Dance concerts are a momentary experience for the audience, who may or may not have a profound experience of the art presented. For dancers and choreographers, however, there are months of rehearsals, sore muscles, relationships deepened by strain and mutual support, and nights interrupted by creative outbursts that must be explored and recorded before they are forever lost to the ether. Lessons are learned. Bones are broken and tendons ruptured. Feelings are hurt and mended. Minds are changed and hearts are expanded. The final product is a gift of the soul through the intense focus of every cell in our bodies. After a show ended, I always had a period of “postpartum depression.” The constant focus, creative inspiration, and intense problem solving were gone, and the art would never be there again in exactly the same way. It was a huge practice in embracing impermanence, maybe like the lamas who create intricate mandalas with colorful sand, only to sweep it away at completion.

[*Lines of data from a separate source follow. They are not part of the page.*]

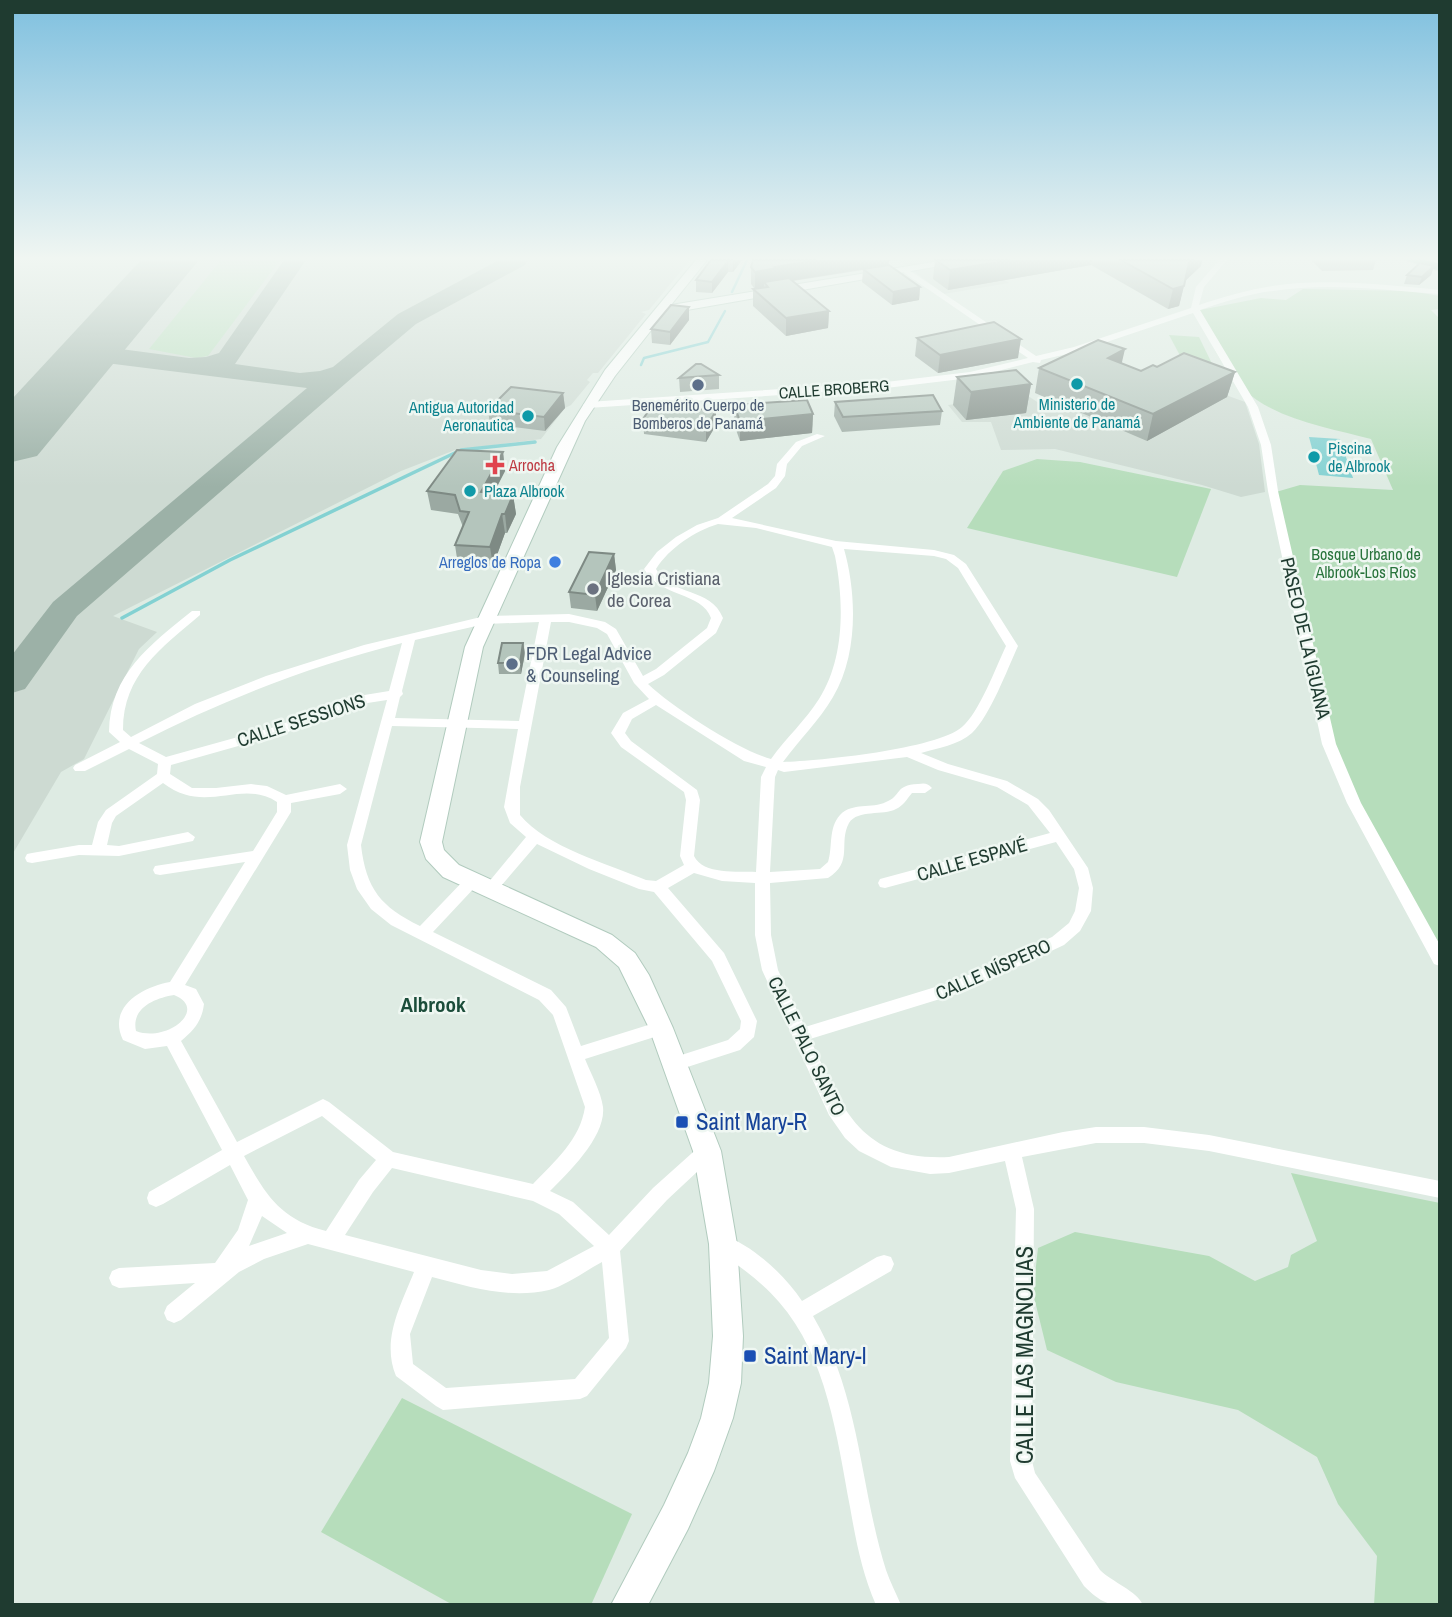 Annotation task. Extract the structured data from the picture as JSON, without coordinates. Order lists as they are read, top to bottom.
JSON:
{
  "streets": {
    "street": [
      "CALLE BROBERG",
      "PASEO DE LA IGUANA",
      "CALLE SESSIONS",
      "CALLE ESPAVÉ",
      "CALLE NÍSPERO",
      "CALLE PALO SANTO",
      "CALLE LAS MAGNOLIAS"
    ]
  },
  "crossings": [
    ["CALLE ESPAVÉ", "CALLE NÍSPERO"],
    ["CALLE NÍSPERO", "CALLE PALO SANTO"],
    ["CALLE PALO SANTO", "CALLE LAS MAGNOLIAS"]
  ],
  "districts": ["Albrook"],
  "parks": ["Bosque Urbano de Albrook-Los Ríos"],
  "places": {
    "other": [
      "Ministerio de Ambiente de Panamá",
      "Benemérito Cuerpo de Bomberos de Panamá",
      "Antigua Autoridad Aeronautica",
      "Piscina de Albrook",
      "Plaza Albrook",
      "Arreglos de Ropa",
      "Iglesia Cristiana de Corea",
      "FDR Legal Advice & Counseling"
    ],
    "health": ["Arrocha"],
    "transit": ["Saint Mary-R", "Saint Mary-I"]
  }
} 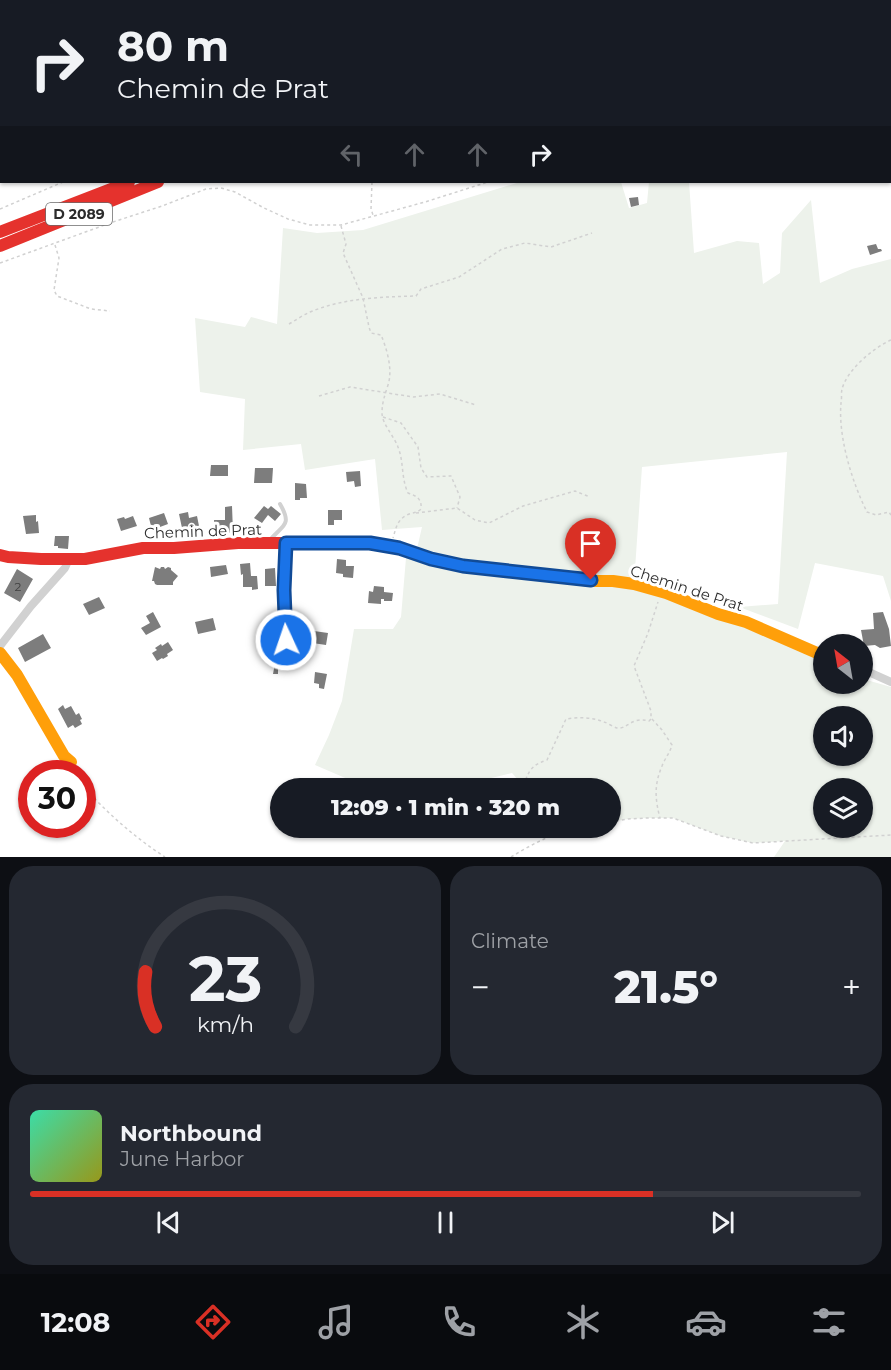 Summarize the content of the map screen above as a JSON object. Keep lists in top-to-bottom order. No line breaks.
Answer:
{"streets":{"main road":["D 2089","Chemin de Prat"]},"house_numbers":["2"],"north":"top left","page":{"turn":["80 m","Chemin de Prat"],"limit":"30","trip":"12:09 · 1 min · 320 m","tile":"Climate","heat":["−","21.5°","+"],"song":["Northbound","June Harbor"],"tabs":"12:08","gauge":["23","km/h"]}}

At the end of my epic journey to my dance degree, I felt a deep need to connect with the divine. Years of separation from the church of my youth had left me feeling stuck in my mind with dance as the only outlet for my soul. Anyone who asked what I would do once school ended got the answer, “I’m going on a journey of the spirit. I don’t know what that means yet, which is the point.” For graduation, I received a stack of books on Confucianism, Buddhism, Hinduism, and self-realization, which led to a decade of counting breaths and drops of water, chanting mantras and reciting kirtan, yoga classes, walking meditation, and ecstatic dance. All of the reading, traveling, chanting, seeking, and striving led me to the message “Be Here Now.” Regardless of the belief system or structure, mindfulness and presence in this moment is the greatest gift we can give ourselves.